All of this can be ugly. But it can also be funny: as in a video which has made the rounds in the past month where one true crime obsessive shows off their fastidiously arranged binder containing fingerprints, handwriting samples, locks of hair, medical records – in case they, you know, get murdered and someone decides to start a podcast about it. See above: theatre kids.

They’ve labelled this a “5 things in case I go missing binder”, which is a very dry way to describe your own kidnapping. Like all TikToks, the video makes it look somehow sane and easy to collect all the things that would be necessary in a murder investigation. But I wasn’t so sure. *In an extremely true crime voice* I knew I had to investigate, and by investigate I mean assemble my own assortment of personal data in the unlikely scenario that I am murdered. (If you are reading this, please do not murder me.)
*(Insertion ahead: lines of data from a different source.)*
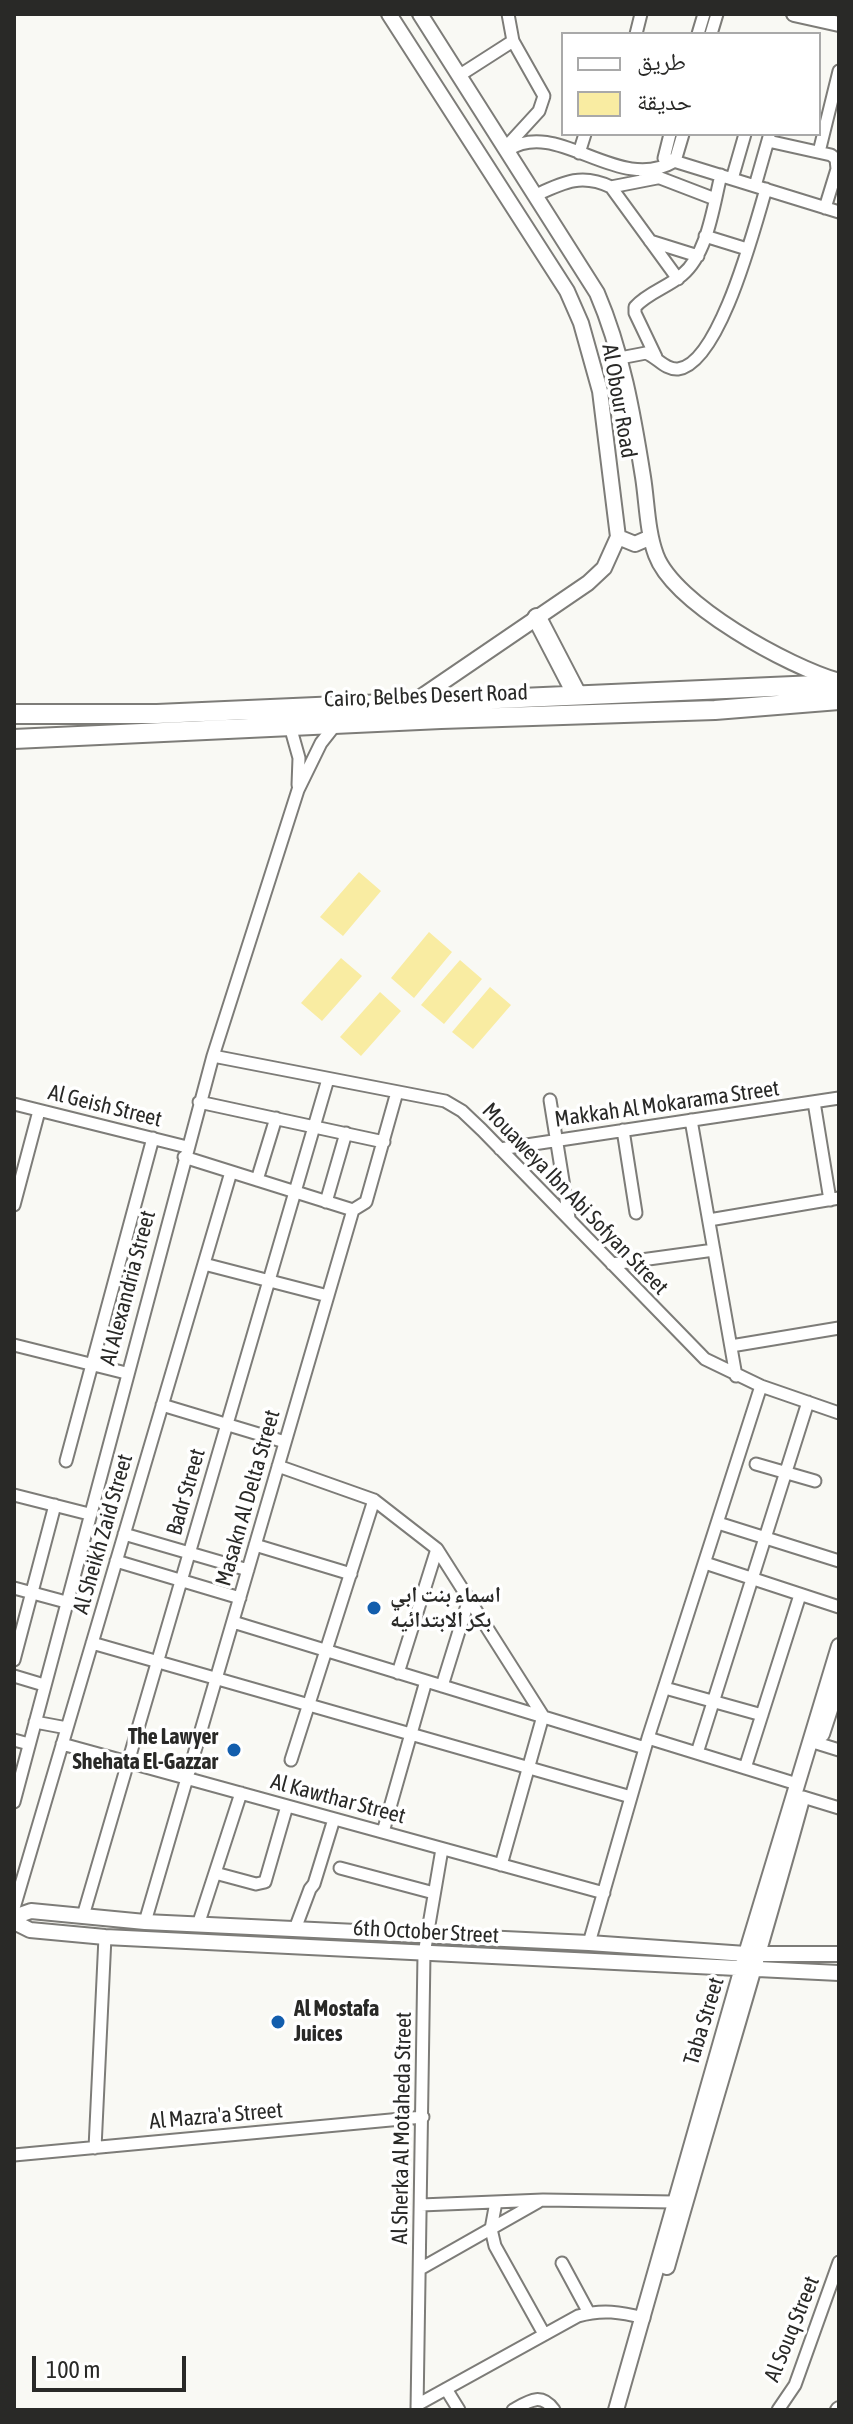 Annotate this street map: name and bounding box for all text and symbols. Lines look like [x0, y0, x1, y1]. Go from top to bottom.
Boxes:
legend [561, 32, 821, 136]
text: طريق [637, 48, 686, 75]
text: حديقة [637, 88, 692, 115]
street label: Al Obour Road [596, 342, 642, 460]
street label: Cairo, Belbes Desert Road [324, 679, 528, 713]
street label: Makkah Al Mokarama Street [553, 1075, 781, 1133]
street label: Al Geish Street [46, 1079, 164, 1133]
street label: Mouaweya Ibn Abi Sofyan Street [476, 1098, 674, 1300]
street label: Al Alexandria Street [95, 1208, 161, 1368]
street label: Masakn Al Delta Street [210, 1407, 286, 1589]
street label: Badr Street [161, 1446, 211, 1538]
street label: Al Sheikh Zaid Street [68, 1451, 138, 1617]
place label: اسماء بنت ابي بكر الابتدائيه [390, 1582, 501, 1634]
marker: اسماء بنت ابي بكر الابتدائيه [365, 1599, 383, 1617]
place label: The Lawyer Shehata El-Gazzar [72, 1724, 218, 1776]
marker: The Lawyer Shehata El-Gazzar [225, 1741, 243, 1759]
street label: Al Kawthar Street [268, 1768, 408, 1830]
street label: 6th October Street [352, 1915, 500, 1949]
street label: Taba Street [678, 1974, 730, 2068]
place label: Al Mostafa Juices [294, 1996, 379, 2048]
street label: Al Sherka Al Motaheda Street [387, 2011, 417, 2245]
marker: Al Mostafa Juices [269, 2013, 287, 2031]
street label: Al Mazra'a Street [148, 2097, 284, 2135]
street label: Al Souq Street [759, 2272, 825, 2386]
scale bar [36, 2340, 190, 2390]
text: 100 m [46, 2356, 100, 2383] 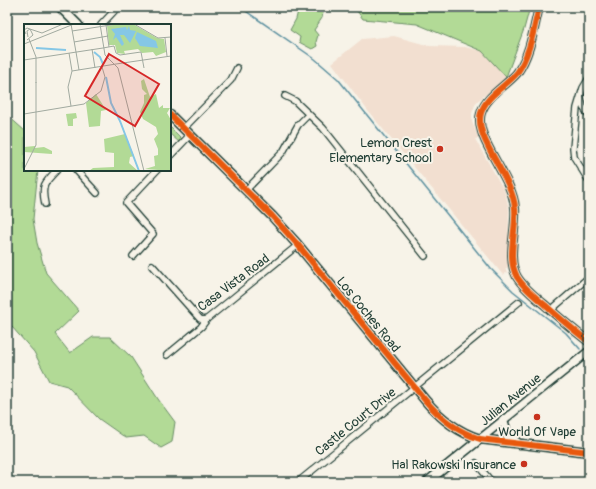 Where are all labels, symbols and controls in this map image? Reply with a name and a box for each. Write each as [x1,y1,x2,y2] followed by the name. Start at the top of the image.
[24,24,171,171] inset map
[329,135,433,166] place label: Lemon Crest Elementary School
[435,144,445,154] marker: Lemon Crest Elementary School
[195,251,273,315] street label: Casa Vista Road
[333,274,404,356] street label: Los Coches Road
[477,370,545,429] street label: Julian Avenue
[312,384,400,459] street label: Castle Court Drive
[532,412,542,422] marker: World Of Vape
[498,424,576,440] place label: World Of Vape
[391,457,517,473] place label: Hal Rakowski Insurance
[519,459,529,469] marker: Hal Rakowski Insurance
I make a quick decision to forgo the fingerprint samples, as I have not had access to an ink pad since I was seven and deep into my spy era, when I would subject everyone around me to spontaneous and annoying “forensic” “inspections”. This says a lot about me.

Moving onwards: a lock of hair. Luckily, I am able to unearth a pair of barber scissors from the back of the toiletries cupboard. I grit my teeth and lop off one measly bang – then I realise, via a very unscientific Google search, that you are meant to rip your hair out from its roots so that a DNA sample can eventually be procured by a bored 20-year-old scrolling through TikTok.
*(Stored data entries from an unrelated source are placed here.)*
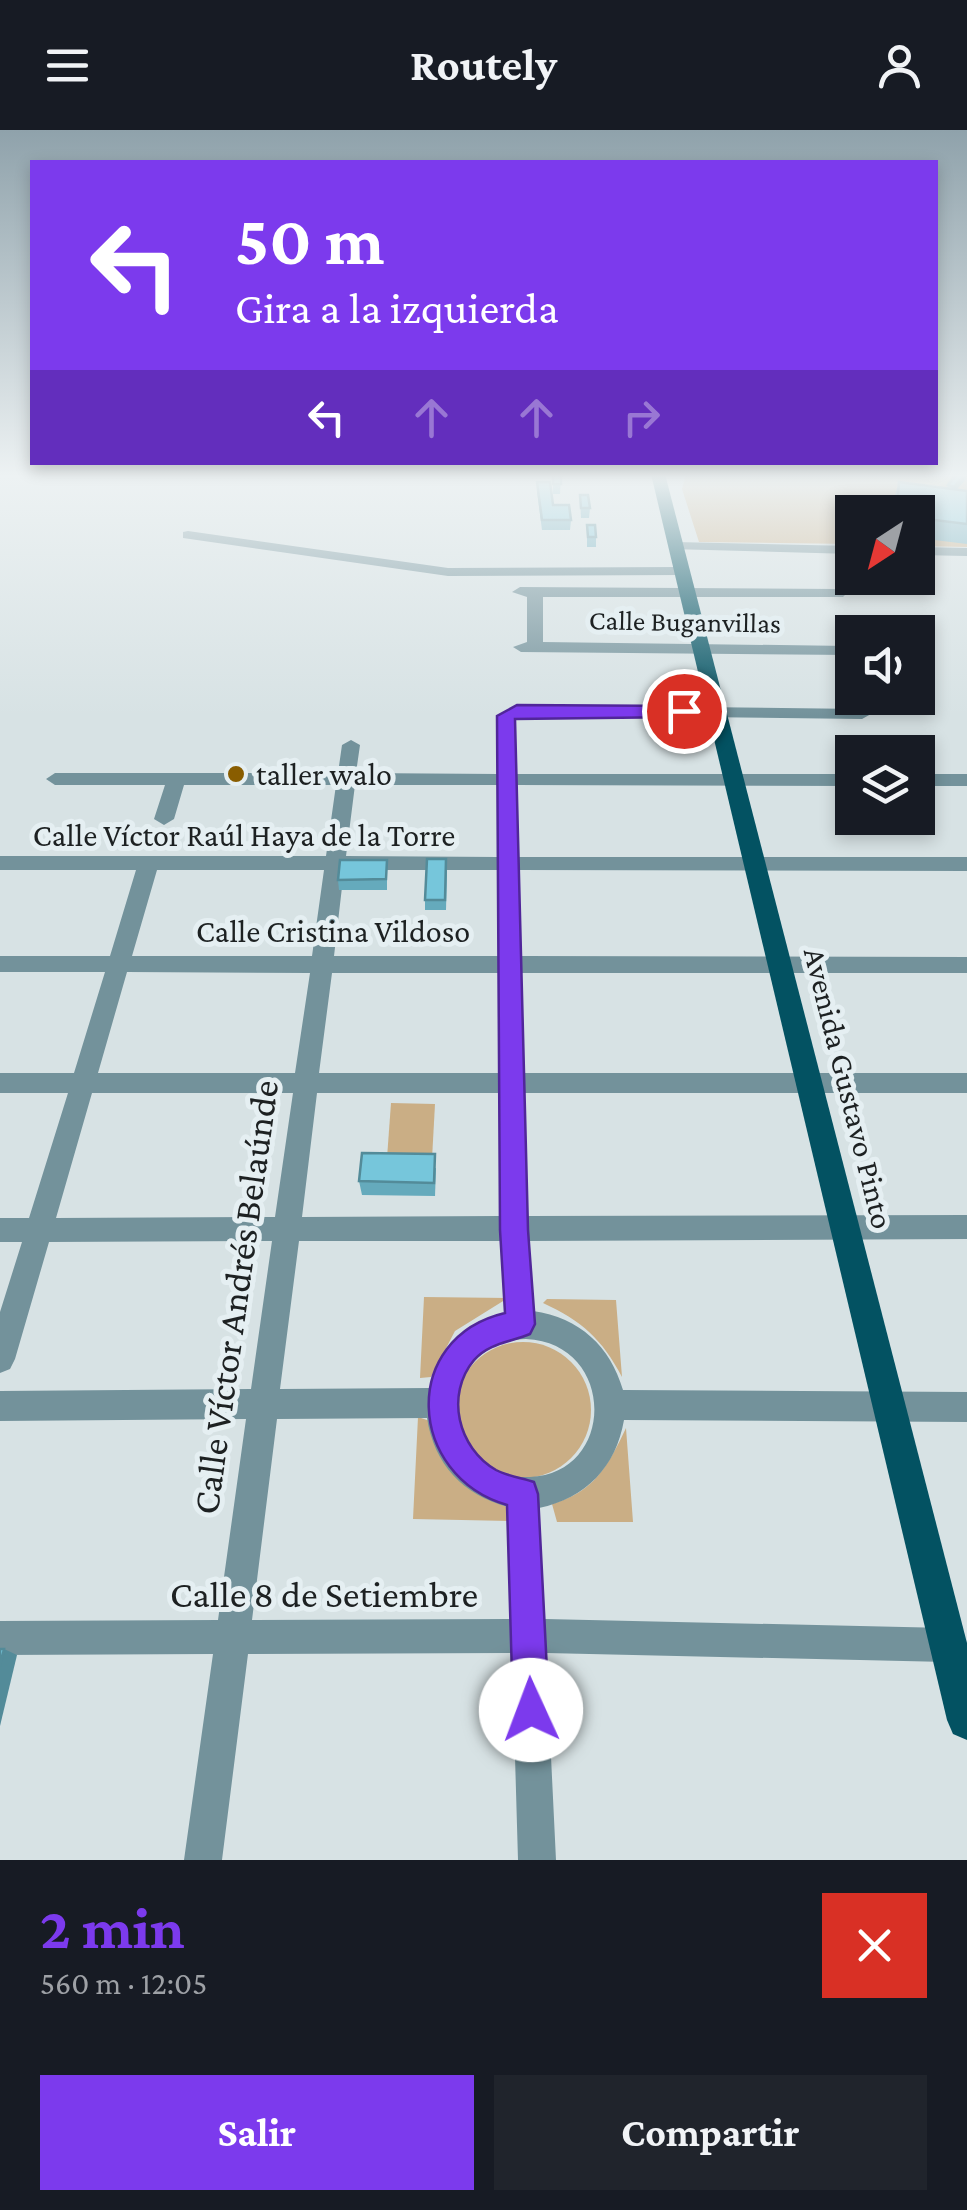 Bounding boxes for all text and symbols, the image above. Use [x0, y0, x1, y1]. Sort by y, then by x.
icon: menu [40, 38, 95, 93]
icon: person [872, 38, 927, 93]
text: Routely [410, 40, 557, 90]
icon: left [70, 200, 200, 330]
text: 50 m [235, 201, 385, 279]
text: Gira a la izquierda [235, 283, 559, 333]
icon: left [299, 390, 354, 445]
icon: ahead [404, 390, 459, 445]
icon: ahead [509, 390, 564, 445]
icon: right [614, 390, 669, 445]
north arrow [835, 495, 935, 595]
map controls [835, 495, 935, 835]
street label: Calle Buganvillas [589, 604, 781, 639]
button: sound [835, 615, 935, 715]
pin [642, 669, 727, 754]
icon: arrive [657, 684, 712, 739]
button: layers [835, 735, 935, 835]
place label: taller walo [256, 756, 392, 792]
marker: taller walo [225, 763, 247, 785]
street label: Calle Víctor Raúl Haya de la Torre [33, 817, 455, 853]
street label: Calle Cristina Vildoso [196, 913, 470, 949]
street label: Avenida Gustavo Pinto [797, 944, 901, 1232]
street label: Calle Víctor Andrés Belaúnde [184, 1077, 286, 1517]
street label: Calle 8 de Setiembre [170, 1573, 478, 1615]
position arrow [479, 1658, 583, 1762]
button: close [822, 1893, 927, 1998]
text: 2 min [40, 1894, 185, 1961]
text: 560 m · 12:05 [40, 1965, 207, 2001]
button: Salir [40, 2075, 474, 2190]
button: Compartir [494, 2075, 927, 2190]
Because I have the pain tolerance of a toddler, I opt out of this cruel and unusual punishment and instead sticky-tape the chunk I’ve already chopped off to a sheet of A4 paper.

Next, a handwriting sample – easy enough, though I am convinced my carpal muscles have atrophied to the point that merely holding a pen could give me an immediate RSI. As usual, I am being melodramatic.

I am not, however, being melodramatic when a bolt of fear strikes me at the thought of attaining my medical records – the fourth requirement in this binder. For posterity, I phone up the last doctor’s office I haphazardly looked up. They put me on hold for 15 minutes and the line goes dead. I apologise to all future podcasters who are now unaware I had asthma from the ages of five to 12.

At last, my binder is almost complete. The final piece is a list of everyone I know and their contact details because, according to the TikTok, “my friends and exes are the first people they need to bring in for questioning”. Personally, it seems like the primary suspects should be my enemies, but what do I know?

I reach out to an ex and tell him I am including him in my file. “If you were to murder me,” I ask him, “how would you do it?”

Perhaps, I think, he will reply with something ludicrous: a sensational homicide plot straight out of a slasher. Or maybe he’ll be cautious, or even outraged that I could implicate him in such wicked deeds.

Instead, his response is entirely unblinking. “Slow poison or choking,” he texts back instantly, as if he has stewed on this many times before. This is when I know the binder has gone too far.